A common problem while installing a module is that one or more of its components have requirements which cannot be fulfilled.

This document describes scenarios in which this can happen and possible solutions. It assumes that the module in question is successfully built in official infrastructure and available on the examined system for installation. You can verify the latter with dnf module list or dnf module list <name of the module>.

Scenarios

Dependency problems while installing a module can happen for a variety of reasons:

RPM-level packaging errors

One of the packages involved is packaged wrongly, i.e. that the package is available but carries a requirement which can’t be fulfilled, for instance because of typos, versioning issues, requiring a private library that isn’t listed as being satisfied by the package carrying it. Solving this is beyond the scope of this document.

The dependency can be satisfied by another module

Another available module contains a package which would satisfy the requirement but that module isn’t pulled in as a runtime dependency.

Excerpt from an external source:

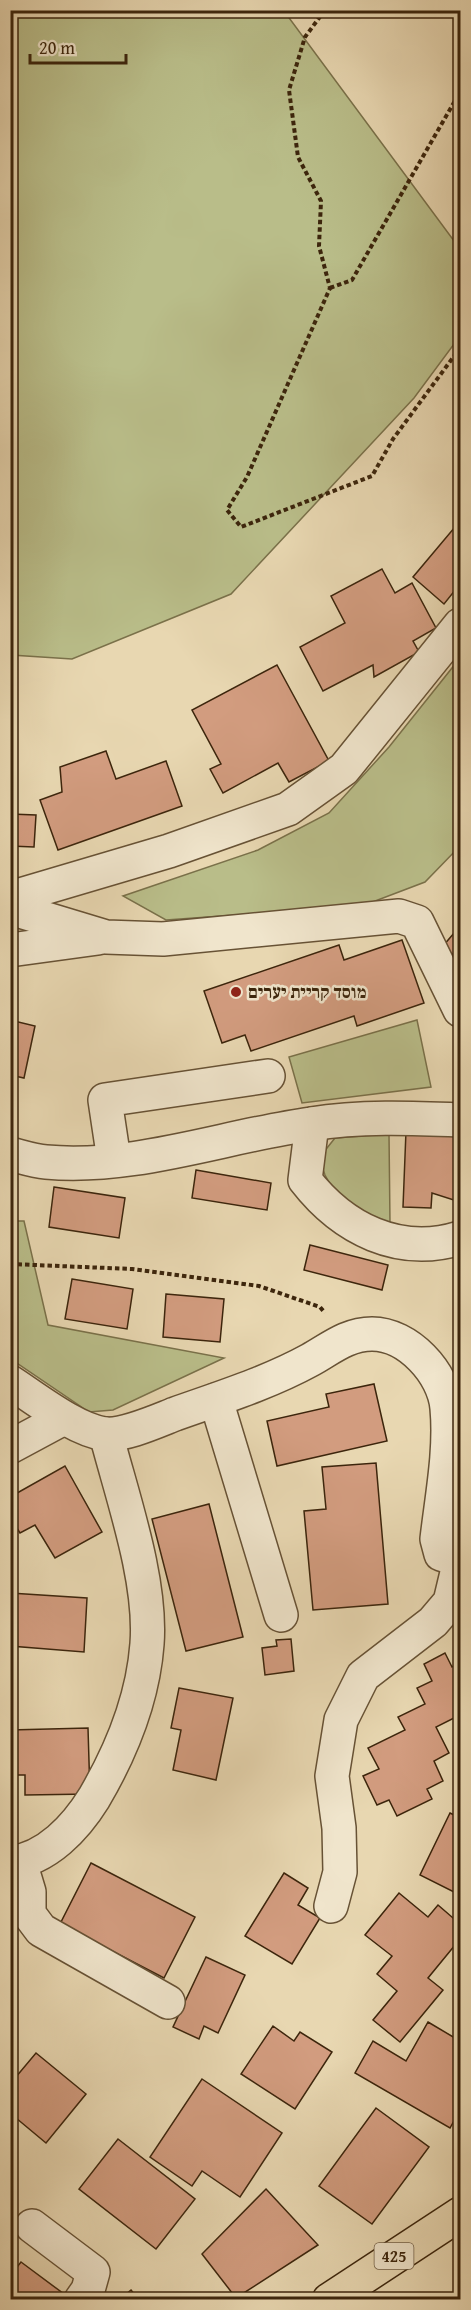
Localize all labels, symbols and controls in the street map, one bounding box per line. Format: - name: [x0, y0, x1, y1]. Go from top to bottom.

In most cases adding that missing dependency should fix the issue.

Another module could satisfy the dependency in theory but doesn’t

A package that would satisfy the requirement is built by this or another available module but is filtered out after building, by being listed in the data/filter/rpms section of the modulemd file. A likely reason that it is listed there is that it in turn isn’t installable because one of its requirements can’t be fulfilled. Depending on the circumstances, there are different possible approaches:

  • Not filter the package out in the other module (and solve any issues it may have in the process).
  • Remove the hard dependency from the package that depends on it. For instance, there are a lot of packages with hard dependencies which should rather be weak ones, but weak dependencies didn’t exist in Fedora by the time these dependencies were created. In this case converting that hard (“Requires:”) to a weak dependency (“Recommends:”) can do the trick.
  • Filter out the package pulling in the dependency in the first place.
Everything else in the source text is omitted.